Magdeburg l Mehr als 300 Millionen Euro Umsatz hatte FAM in guten Jahren gemacht, 2018 war es etwas mehr als die Hälfte. Das Unternehmen mit 100-jähriger Tradition steckt bereits seit Längerem in einer sehr ernst zunehmenden Krise. Als die Banken im letzten Jahr damit drohten, Kredite nicht zu verlängern, war der Druck immens. Eine Forderung der Kreditinstitute: Ein Management-Profi von außen soll zumindest vorübergehend an die Spitze der Geschäftsführung. In solchen Fällen klingelt auch bei Britta Hübner das Telefon.

Der Druck war sehr groß

Die Ostwestfälin hat sich in der Branche in einen Namen gemacht und bereits mehrfach angeschlagene Unternehmen durch die Krise geführt. Die Aufgabe, den Magdeburger Mascheinenbauer FAM wieder wettbewerbsfähig zu machen, fand sie sofort spannend. „Ich mache meinen Job mit Leidenschaft, auch bei der FAM.“

Im Unternehmen war die Ankunft von Britta Hübner vor einem Jahr mit gemischten Gefühlen aufgenommen worden. „Jeder, der meinen Namen googelt, weiß, dass es mit der Firma nicht zum Besten stehen kann“, so die 47-Jährige. Damit die 700 Mitarbeiter am Standort Magdeburg nicht zu viel Sorge um die Zukunft ihres Unternehmens haben müssen, setzt Hübner auf Kommunikation, informiert die FAM-Beschäftigten regelmäßig, macht Gesprächsangebote. „Zu meinem Business-Frühstück kann wirklich jeder kommen und Fragen stellen“, so Hübner. Sie teilt sich die Aufgaben in der Geschäftsführung mit Christian Jäschke.

Nicht alle der bestehenden Führungskräfte wollten bei der komplizierten Sanierung aber mitziehen. „Natürlich gab es auch schmerzhafte Trennungen“, so Hübner. Die meisten der Mitarbeiter würden die Neuerungen aber begrüßen.

Dazu gehört zum Beispiel ein angemessenes Controlling, das bei FAM laut Hübner in den Jahren zuvor nicht effektiv gearbeitet hatte. Auch den kaufmännischen Bereich hat Hübner gestärkt. „Jetzt arbeiten die verschiedenen Abteilungen bei FAM wieder eng zusammen.“ Das gilt insbesondere auch für die Vertriebsabteilung von FAM, die Hübner umstrukturiert hat.
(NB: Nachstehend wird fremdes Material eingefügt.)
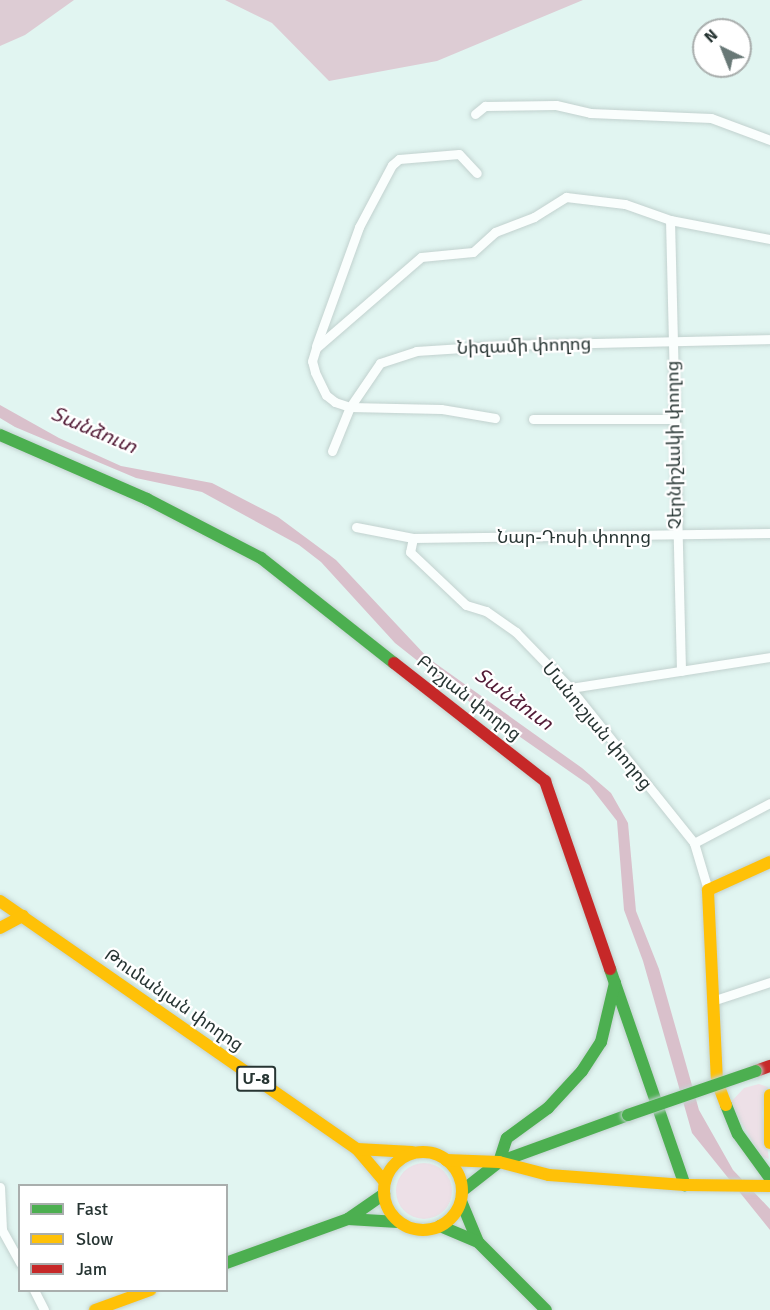 <!DOCTYPE html>
<html>
<head>
<meta charset="utf-8">
<style>
  body { margin:0 }
  #map { position:relative; width:770px; height:1310px; overflow:hidden; background:#e1f5f1; font-family:Signika,"Noto Sans Armenian",sans-serif }
  div>[style] { position:absolute }
  [style*='--x'] { left:calc(var(--x)*1px); top:calc(var(--y)*1px); width:calc(var(--w)*1px); rotate:calc(var(--a)*1deg) }
  .green>* { inset:0; background:#ede0e7 }
  .round { border-radius:50% }
  .forest>* { inset:0; background:#ddccd4 }
  .water>* { inset:0; background:#d9c0cb }
  .roads { filter:drop-shadow(0 0 2px #c2d2cf) drop-shadow(0 0 2px #c2d2cf) }
  .street>* { height:9px; margin:-4.5px; padding:0 4.5px; transform-origin:4.5px; border-radius:4.5px; background:#fafefd }
  .fast>* { height:12px; margin:-6px; padding:0 6px; transform-origin:6px; border-radius:6px; background:#4caf50 }
  .slow>* { height:12px; margin:-6px; padding:0 6px; transform-origin:6px; border-radius:6px; background:#ffc107 }
  .slow>.ring { margin:-6px; padding:0; box-sizing:content-box; background:none; border:12px solid #ffc107; border-radius:50% }
  .jam>* { height:12px; margin:-6px; padding:0 6px; transform-origin:6px; border-radius:6px; background:#c62828 }
  .bridges { filter:drop-shadow(0 0 2px #c2d2cf) drop-shadow(0 0 2px #c2d2cf) }
  .fast-bridge>* { height:12px; margin:-6px; padding:0 6px; transform-origin:6px; border-radius:6px; background:#4caf50 }
  span { translate:-50% -50%; white-space:nowrap; text-align:center; line-height:1.15; -webkit-text-stroke:4.5px #fff; paint-order:stroke }
  .shield-label span { padding:2px 4px; background:#fff; border:2px solid; border-radius:4px; -webkit-text-stroke-width:0 }
  .shield-label { font-size:16px; color:#273533; font-weight:700 }
  .street-label { font-size:18px; color:#273533 }
  .water-label { font-size:20px; color:#521b36; font-style:italic }
  .legend { position:absolute; left:18px; top:1184px; width:210px; height:108px; box-sizing:border-box; background:#fff; border:2px solid #a9aead; margin:0; padding:8px 10px; list-style:none; font-size:18px; color:#273533 }
  .legend li { display:flex; align-items:center; gap:12px; height:30px }
  .legend b { width:30px; border:2px solid #a9aead }
  .north { position:absolute; left:692px; top:18px; width:60px; height:60px; box-sizing:border-box; background:#fff; border:2px solid #a9aead; border-radius:50%; rotate:317deg; font-size:16px; font-weight:700; line-height:24px; text-align:center; color:#273533 }
  .north::after { content:''; display:block; margin:auto; width:21px; height:27px; background:#687876; clip-path:polygon(50% 0,100% 100%,50% 72%,0 100%) }
</style>
</head>
<body>
<div id="map">
  <div class="green">
    <i style="clip-path:polygon(759px 1084px,768px 1087px,762px 1113px,769px 1159px,761px 1156px,730px 1103px,744px 1088px)"></i>
    <i class="round" style="left:396px;top:1163px;width:56px;height:56px"></i>
  </div>
  <div class="forest">
    <i style="clip-path:polygon(0 0,74px 0,25px 35px,0 46px)"></i>
    <i style="clip-path:polygon(225px 0,583px 0,437px 61px,329px 81px,272px 23px)"></i>
  </div>
  <div class="water">
    <i style="clip-path:polygon(0 405px,59px 438px,121px 466px,212px 483px,278px 517px,336px 560px,428px 658px,582px 768px,611px 793px,628px 823px,636px 911px,659px 969px,699px 1110px,733px 1170px,770px 1209px,770px 1230px,692px 1133px,643px 961px,624px 910px,617px 821px,589px 785px,467px 700px,395px 643px,321px 562px,299px 545px,202px 492px,136px 478px,15px 427px,0 418px)"></i>
  </div>
  <div class="roads">
    <div class="street">
      <i style="--x:475;--y:114;--w:13;--a:-39"></i>
      <i style="--x:485;--y:106;--w:71;--a:-0.8"></i>
      <i style="--x:556;--y:105;--w:35;--a:13"></i>
      <i style="--x:590;--y:113;--w:121;--a:2.4"></i>
      <i style="--x:711;--y:118;--w:63;--a:20.4"></i>
      <i style="--x:670;--y:220;--w:451;--a:88.6"></i>
      <i style="--x:316;--y:346;--w:127;--a:-70.1"></i>
      <i style="--x:359;--y:227;--w:70;--a:-62"></i>
      <i style="--x:392;--y:165;--w:9;--a:-41"></i>
      <i style="--x:399;--y:159;--w:60;--a:-4.8"></i>
      <i style="--x:459;--y:154;--w:26;--a:47"></i>
      <i style="--x:495;--y:418;--w:55;--a:-170.5"></i>
      <i style="--x:441;--y:409;--w:91;--a:-178.7"></i>
      <i style="--x:350;--y:407;--w:16;--a:-162"></i>
      <i style="--x:335;--y:402;--w:11;--a:-142"></i>
      <i style="--x:326;--y:395;--w:25;--a:-116"></i>
      <i style="--x:315;--y:372;--w:11;--a:-105"></i>
      <i style="--x:312;--y:361;--w:14;--a:-73"></i>
      <i style="--x:316;--y:348;--w:139;--a:-40.9"></i>
      <i style="--x:421;--y:257;--w:52;--a:-5.5"></i>
      <i style="--x:473;--y:252;--w:30;--a:-42"></i>
      <i style="--x:495;--y:232;--w:42;--a:-21"></i>
      <i style="--x:534;--y:217;--w:38;--a:-32"></i>
      <i style="--x:566;--y:197;--w:59;--a:6.8"></i>
      <i style="--x:625;--y:204;--w:48;--a:19.6"></i>
      <i style="--x:670;--y:220;--w:102;--a:10.8"></i>
      <i style="--x:533;--y:419;--w:140;--a:0"></i>
      <i style="--x:332;--y:451;--w:48;--a:-67.8"></i>
      <i style="--x:350;--y:407;--w:53;--a:-55.7"></i>
      <i style="--x:380;--y:363;--w:38;--a:-18"></i>
      <i style="--x:416;--y:351;--w:93;--a:-3.7"></i>
      <i style="--x:509;--y:345;--w:261;--a:-1.3"></i>
      <i style="--x:356;--y:527;--w:58;--a:10.9"></i>
      <i style="--x:413;--y:538;--w:357;--a:-0.8"></i>
      <i style="--x:413;--y:538;--w:14;--a:102"></i>
      <i style="--x:410;--y:552;--w:77;--a:43.4"></i>
      <i style="--x:466;--y:605;--w:21;--a:17"></i>
      <i style="--x:486;--y:611;--w:37;--a:35"></i>
      <i style="--x:516;--y:632;--w:78;--a:46"></i>
      <i style="--x:570;--y:688;--w:198;--a:51.3"></i>
      <i style="--x:694;--y:843;--w:49;--a:73.4"></i>
      <i style="--x:570;--y:688;--w:202;--a:-8.8"></i>
      <i style="--x:694;--y:843;--w:86;--a:-27.8"></i>
      <i style="--x:712;--y:1001;--w:61;--a:-18.1"></i>
      <i style="--x:0;--y:1187;--w:43;--a:87.3"></i>
      <i style="--x:2;--y:1230;--w:38;--a:61"></i>
      <i style="--x:34;--y:1290;--w:22;--a:63"></i>
    </div>
    <div class="fast">
      <i style="--x:0;--y:435;--w:160;--a:23.5"></i>
      <i style="--x:147;--y:499;--w:128;--a:27.4"></i>
      <i style="--x:261;--y:558;--w:169;--a:38.3"></i>
      <i style="--x:610;--y:969;--w:229;--a:70.9"></i>
      <i style="--x:726;--y:1105;--w:31;--a:68"></i>
      <i style="--x:738;--y:1134;--w:54;--a:54"></i>
      <i style="--x:499;--y:1162;--w:25;--a:-72"></i>
      <i style="--x:507;--y:1138;--w:51;--a:-36.2"></i>
      <i style="--x:548;--y:1108;--w:50;--a:-47.4"></i>
      <i style="--x:582;--y:1071;--w:35;--a:-57"></i>
      <i style="--x:601;--y:1042;--w:61;--a:-76.7"></i>
      <i style="--x:462;--y:1191;--w:47;--a:-38.1"></i>
      <i style="--x:499;--y:1162;--w:137;--a:-20"></i>
      <i style="--x:461;--y:1201;--w:44;--a:67.5"></i>
      <i style="--x:478;--y:1242;--w:96;--a:45"></i>
      <i style="--x:348;--y:1219;--w:50;--a:3.4"></i>
      <i style="--x:440;--y:1226;--w:41;--a:22.8"></i>
      <i style="--x:226;--y:1263;--w:130;--a:-19.8"></i>
      <i style="--x:348;--y:1219;--w:44;--a:-34.8"></i>
    </div>
    <div class="slow">
      <i style="--x:0;--y:901;--w:435;--a:34.8"></i>
      <i style="--x:357;--y:1149;--w:43;--a:49.7"></i>
      <i style="--x:0;--y:928;--w:26;--a:-28"></i>
      <i style="--x:770;--y:1095;--w:48;--a:90"></i>
      <i style="--x:726;--y:1105;--w:25;--a:-111"></i>
      <i style="--x:717;--y:1082;--w:192;--a:-92.7"></i>
      <i style="--x:708;--y:890;--w:68;--a:-24.3"></i>
      <i style="--x:357;--y:1149;--w:55;--a:3.1"></i>
      <i class="ring" style="left:384px;top:1152px;width:66px;height:66px"></i>
      <i style="--x:446;--y:1160;--w:53;--a:2.2"></i>
      <i style="--x:499;--y:1162;--w:52;--a:14.6"></i>
      <i style="--x:549;--y:1175;--w:136;--a:4.2"></i>
      <i style="--x:685;--y:1185;--w:85;--a:0.7"></i>
      <i style="--x:95;--y:1310;--w:59;--a:-20"></i>
    </div>
    <div class="jam">
      <i style="--x:394;--y:663;--w:192;--a:38"></i>
      <i style="--x:545;--y:781;--w:199;--a:70.9"></i>
      <i style="--x:756;--y:1071;--w:15;--a:-20"></i>
    </div>
  </div>
  <div class="bridges">
    <div class="fast-bridge">
      <i style="--x:628;--y:1115;--w:135;--a:-19"></i>
    </div>
  </div>
  <div class="shield-label">
    <span style="left:256px;top:1079px">Մ-8</span>
  </div>
  <div class="street-label">
    <span style="left:524px;top:346px;rotate:-2deg">Նիզամի փողոց</span>
    <span style="left:674px;top:445px;rotate:-91deg">Չերնիշևսկի փողոց</span>
    <span style="left:574px;top:537px">Նար-Դոսի փողոց</span>
    <span style="left:469px;top:698px;rotate:38deg">Բոշյան փողոց</span>
    <span style="left:597px;top:726px;rotate:50deg">Մանուշյան փողոց</span>
    <span style="left:174px;top:1000px;rotate:35deg">Թումանյան փողոց</span>
  </div>
  <div class="water-label">
    <span style="left:94px;top:430px;rotate:23deg">Տանձուտ</span>
    <span style="left:514px;top:699px;rotate:36deg">Տանձուտ</span>
  </div>
  <ul class="legend">
  <li><b style="height:8px;background:#4caf50"></b>Fast</li>
  <li><b style="height:8px;background:#ffc107"></b>Slow</li>
  <li><b style="height:8px;background:#c62828"></b>Jam</li>
  </ul>
  <div class="north">N</div>
</div>
</body>
</html>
In Deutschland gibt es nur wenige Firmensanierer - Frauen sind praktisch nicht darunter. Bis auf Britta Hübner. Ein Vorteil? „Ich kann als Frau durchaus direkter sein. Natürlich beherrsche ich auch den diplomatischen Weg, eine gewisse Direktheit ist aber oft für alle Beteiligten hilfreich.“

Zuhause ist Hübner in nahe München, pendelt am Anfang und Ende jeder Woche nach Magdeburg, wohnt hier im Hotel. Zuhause wartet ihre Familie auf sie. „Das ist natürlich nicht einfach, aber mein Mann unterstützt mich sehr“, so Hübner.

Nicht wettbewerbsfähig

Bereits 2017 hatte FAM damit begonnen, die Sanierung des Unternehmens einzuleiten. Mitarbeiter wurden entlassen, es musste gespart werden. FAM war nicht mehr wettbewerbsfähig, das musste sich ändern. „Die bisherige Sanierung des Unternehmens verlief weitgehend geräuschlos und vor allem erfolgreich“, so Hübner. Ob FAM tatsächlich gerettet ist, wird sich laut Hübner im kommenden Jahr endgültig zeigen. Die Entwicklung sei aber bereits jetzt sehr positiv. Dennoch seien die Moderniesierungsmaßnahmen noch nicht abgeschlossen.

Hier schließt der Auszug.